TASK DIRECTIONS: Search the data for the string "lines" and gather each line it is in.

MATERIAL PROVIDED:

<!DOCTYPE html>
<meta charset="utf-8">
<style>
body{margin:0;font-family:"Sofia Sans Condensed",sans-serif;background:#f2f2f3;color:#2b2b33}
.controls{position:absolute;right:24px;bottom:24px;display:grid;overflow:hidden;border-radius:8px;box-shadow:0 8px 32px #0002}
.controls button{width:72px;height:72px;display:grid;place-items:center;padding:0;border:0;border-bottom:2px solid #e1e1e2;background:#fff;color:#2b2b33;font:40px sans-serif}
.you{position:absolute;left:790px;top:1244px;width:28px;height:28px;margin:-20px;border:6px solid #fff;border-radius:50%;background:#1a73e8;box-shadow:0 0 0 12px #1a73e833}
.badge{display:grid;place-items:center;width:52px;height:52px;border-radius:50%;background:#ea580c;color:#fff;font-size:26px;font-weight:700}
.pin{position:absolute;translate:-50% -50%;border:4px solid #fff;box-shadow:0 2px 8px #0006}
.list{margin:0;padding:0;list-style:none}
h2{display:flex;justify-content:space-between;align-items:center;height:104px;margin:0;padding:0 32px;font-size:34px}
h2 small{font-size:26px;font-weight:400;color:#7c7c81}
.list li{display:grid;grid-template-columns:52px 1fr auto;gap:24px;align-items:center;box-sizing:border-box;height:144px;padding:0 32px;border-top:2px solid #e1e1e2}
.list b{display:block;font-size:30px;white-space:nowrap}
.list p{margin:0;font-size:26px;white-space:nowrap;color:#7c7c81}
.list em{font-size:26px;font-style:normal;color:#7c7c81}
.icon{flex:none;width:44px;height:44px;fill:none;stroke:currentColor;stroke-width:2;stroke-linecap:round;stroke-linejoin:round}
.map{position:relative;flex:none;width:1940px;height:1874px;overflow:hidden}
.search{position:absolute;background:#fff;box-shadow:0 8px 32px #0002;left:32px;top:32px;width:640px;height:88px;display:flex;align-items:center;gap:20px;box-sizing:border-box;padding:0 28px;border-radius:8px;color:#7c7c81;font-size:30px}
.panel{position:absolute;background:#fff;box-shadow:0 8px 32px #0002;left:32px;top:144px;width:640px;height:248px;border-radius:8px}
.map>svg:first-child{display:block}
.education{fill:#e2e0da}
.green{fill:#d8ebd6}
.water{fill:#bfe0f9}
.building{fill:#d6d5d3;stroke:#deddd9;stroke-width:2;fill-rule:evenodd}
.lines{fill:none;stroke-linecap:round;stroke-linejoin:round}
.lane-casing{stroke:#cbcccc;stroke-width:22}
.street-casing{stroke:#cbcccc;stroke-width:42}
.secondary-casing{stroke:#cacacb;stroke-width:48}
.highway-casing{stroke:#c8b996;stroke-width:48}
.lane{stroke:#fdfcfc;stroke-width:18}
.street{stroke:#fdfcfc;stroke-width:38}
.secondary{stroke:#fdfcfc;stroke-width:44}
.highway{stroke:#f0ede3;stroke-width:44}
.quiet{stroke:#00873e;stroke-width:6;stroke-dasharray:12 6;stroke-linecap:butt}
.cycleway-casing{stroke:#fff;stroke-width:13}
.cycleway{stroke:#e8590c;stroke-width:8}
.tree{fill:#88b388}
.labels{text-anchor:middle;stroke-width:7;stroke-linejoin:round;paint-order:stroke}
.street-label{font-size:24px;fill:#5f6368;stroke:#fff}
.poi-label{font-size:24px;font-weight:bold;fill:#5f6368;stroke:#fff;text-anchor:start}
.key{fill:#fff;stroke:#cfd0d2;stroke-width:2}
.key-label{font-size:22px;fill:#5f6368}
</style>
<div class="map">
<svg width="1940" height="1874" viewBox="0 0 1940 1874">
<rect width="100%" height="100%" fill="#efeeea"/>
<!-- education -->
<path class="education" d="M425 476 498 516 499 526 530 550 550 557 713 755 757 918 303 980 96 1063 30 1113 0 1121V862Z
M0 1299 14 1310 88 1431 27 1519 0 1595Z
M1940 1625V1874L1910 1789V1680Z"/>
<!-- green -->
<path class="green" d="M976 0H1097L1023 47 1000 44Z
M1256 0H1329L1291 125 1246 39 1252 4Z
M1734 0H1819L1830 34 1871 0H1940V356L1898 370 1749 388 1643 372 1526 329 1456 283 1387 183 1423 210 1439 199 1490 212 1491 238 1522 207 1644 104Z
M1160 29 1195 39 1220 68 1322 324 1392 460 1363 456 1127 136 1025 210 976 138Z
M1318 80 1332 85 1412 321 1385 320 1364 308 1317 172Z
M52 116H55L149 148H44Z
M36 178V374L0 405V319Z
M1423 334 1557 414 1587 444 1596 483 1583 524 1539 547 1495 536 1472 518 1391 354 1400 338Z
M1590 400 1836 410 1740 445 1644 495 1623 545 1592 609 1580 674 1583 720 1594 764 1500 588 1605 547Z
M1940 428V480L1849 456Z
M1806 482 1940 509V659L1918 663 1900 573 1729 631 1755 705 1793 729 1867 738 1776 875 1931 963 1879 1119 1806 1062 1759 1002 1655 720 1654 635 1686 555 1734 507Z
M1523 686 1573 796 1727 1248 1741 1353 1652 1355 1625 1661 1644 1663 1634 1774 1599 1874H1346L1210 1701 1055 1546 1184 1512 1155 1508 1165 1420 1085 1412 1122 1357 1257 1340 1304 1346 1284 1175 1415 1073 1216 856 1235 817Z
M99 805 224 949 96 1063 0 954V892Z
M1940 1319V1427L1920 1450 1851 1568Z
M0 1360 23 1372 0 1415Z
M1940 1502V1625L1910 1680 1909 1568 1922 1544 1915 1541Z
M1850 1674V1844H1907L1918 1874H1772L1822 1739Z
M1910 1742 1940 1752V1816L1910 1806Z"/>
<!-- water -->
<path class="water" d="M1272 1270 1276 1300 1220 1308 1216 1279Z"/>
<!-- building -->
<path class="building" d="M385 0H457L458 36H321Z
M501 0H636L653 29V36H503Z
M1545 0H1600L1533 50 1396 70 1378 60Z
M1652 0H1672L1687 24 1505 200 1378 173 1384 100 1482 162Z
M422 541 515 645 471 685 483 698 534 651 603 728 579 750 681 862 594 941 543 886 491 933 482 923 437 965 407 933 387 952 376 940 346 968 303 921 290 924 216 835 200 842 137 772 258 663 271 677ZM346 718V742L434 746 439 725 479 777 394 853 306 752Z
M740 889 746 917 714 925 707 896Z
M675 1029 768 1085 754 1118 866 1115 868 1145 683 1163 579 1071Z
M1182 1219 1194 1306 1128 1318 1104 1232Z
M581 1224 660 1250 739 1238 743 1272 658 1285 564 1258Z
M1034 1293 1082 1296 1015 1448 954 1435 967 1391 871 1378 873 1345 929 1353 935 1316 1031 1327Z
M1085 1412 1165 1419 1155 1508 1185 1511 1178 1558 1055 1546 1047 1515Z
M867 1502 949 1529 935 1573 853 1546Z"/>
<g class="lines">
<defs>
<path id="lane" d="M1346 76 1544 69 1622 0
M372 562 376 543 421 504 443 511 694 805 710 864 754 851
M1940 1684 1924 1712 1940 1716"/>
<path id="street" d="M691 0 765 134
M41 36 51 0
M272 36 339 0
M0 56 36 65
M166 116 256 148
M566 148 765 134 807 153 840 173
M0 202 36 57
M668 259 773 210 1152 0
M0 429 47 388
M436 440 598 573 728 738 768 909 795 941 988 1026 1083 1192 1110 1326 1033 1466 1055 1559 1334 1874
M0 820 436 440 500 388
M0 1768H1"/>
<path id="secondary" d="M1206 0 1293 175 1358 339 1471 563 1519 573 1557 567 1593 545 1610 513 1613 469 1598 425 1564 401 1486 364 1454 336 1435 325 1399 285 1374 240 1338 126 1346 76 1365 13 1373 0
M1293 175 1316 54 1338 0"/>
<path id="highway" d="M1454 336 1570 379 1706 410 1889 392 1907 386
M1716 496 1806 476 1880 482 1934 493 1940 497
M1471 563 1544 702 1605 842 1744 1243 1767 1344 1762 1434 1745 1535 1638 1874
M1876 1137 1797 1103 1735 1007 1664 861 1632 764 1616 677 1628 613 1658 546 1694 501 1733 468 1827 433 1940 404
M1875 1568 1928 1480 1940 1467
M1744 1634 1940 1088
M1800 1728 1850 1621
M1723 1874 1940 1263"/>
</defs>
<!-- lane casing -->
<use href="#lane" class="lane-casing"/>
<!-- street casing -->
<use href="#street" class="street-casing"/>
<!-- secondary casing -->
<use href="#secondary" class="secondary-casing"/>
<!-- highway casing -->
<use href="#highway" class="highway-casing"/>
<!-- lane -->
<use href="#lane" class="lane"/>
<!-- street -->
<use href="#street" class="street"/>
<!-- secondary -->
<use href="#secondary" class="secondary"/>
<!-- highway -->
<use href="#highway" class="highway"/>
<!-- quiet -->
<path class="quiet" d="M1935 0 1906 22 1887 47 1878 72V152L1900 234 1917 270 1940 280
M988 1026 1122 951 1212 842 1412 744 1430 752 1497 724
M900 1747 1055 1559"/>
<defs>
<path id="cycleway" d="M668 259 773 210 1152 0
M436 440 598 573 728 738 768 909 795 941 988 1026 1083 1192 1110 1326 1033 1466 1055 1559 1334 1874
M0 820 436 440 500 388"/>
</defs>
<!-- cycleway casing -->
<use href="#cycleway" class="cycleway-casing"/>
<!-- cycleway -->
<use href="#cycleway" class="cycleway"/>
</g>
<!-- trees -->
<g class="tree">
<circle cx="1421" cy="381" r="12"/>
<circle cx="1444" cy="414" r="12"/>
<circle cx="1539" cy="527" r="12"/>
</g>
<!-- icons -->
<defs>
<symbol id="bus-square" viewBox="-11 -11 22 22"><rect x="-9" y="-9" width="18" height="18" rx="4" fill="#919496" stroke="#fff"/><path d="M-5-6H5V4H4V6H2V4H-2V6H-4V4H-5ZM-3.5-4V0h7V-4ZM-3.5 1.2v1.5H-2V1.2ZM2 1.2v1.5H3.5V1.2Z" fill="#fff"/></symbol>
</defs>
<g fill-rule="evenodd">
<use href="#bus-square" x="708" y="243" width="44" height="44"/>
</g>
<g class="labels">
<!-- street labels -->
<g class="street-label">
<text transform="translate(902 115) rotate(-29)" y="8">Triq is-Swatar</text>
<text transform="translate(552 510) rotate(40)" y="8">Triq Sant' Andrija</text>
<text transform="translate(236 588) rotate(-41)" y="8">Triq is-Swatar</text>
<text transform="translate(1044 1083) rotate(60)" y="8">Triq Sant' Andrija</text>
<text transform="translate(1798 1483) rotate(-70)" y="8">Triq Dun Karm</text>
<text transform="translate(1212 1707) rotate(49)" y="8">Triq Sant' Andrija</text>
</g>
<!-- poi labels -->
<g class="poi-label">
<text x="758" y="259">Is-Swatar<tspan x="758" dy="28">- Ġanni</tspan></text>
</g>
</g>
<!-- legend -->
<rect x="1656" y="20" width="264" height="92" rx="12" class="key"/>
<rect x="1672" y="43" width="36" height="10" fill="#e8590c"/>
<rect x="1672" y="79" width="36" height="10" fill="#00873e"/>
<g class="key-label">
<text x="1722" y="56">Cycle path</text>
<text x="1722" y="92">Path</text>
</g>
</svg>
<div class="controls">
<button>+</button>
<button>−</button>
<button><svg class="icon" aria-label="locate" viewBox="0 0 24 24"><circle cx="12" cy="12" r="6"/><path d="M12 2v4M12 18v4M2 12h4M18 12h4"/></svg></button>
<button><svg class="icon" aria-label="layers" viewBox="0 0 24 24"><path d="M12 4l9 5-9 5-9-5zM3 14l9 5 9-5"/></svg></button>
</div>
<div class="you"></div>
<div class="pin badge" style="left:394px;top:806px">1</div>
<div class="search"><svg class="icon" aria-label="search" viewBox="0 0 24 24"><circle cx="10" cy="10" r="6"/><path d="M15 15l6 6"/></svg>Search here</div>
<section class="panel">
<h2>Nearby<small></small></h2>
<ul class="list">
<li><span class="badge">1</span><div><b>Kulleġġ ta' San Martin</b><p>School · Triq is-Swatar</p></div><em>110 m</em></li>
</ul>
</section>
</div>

SOLVED EXERCISE:
.lines{fill:none;stroke-linecap:round;stroke-linejoin:round}
<g class="lines">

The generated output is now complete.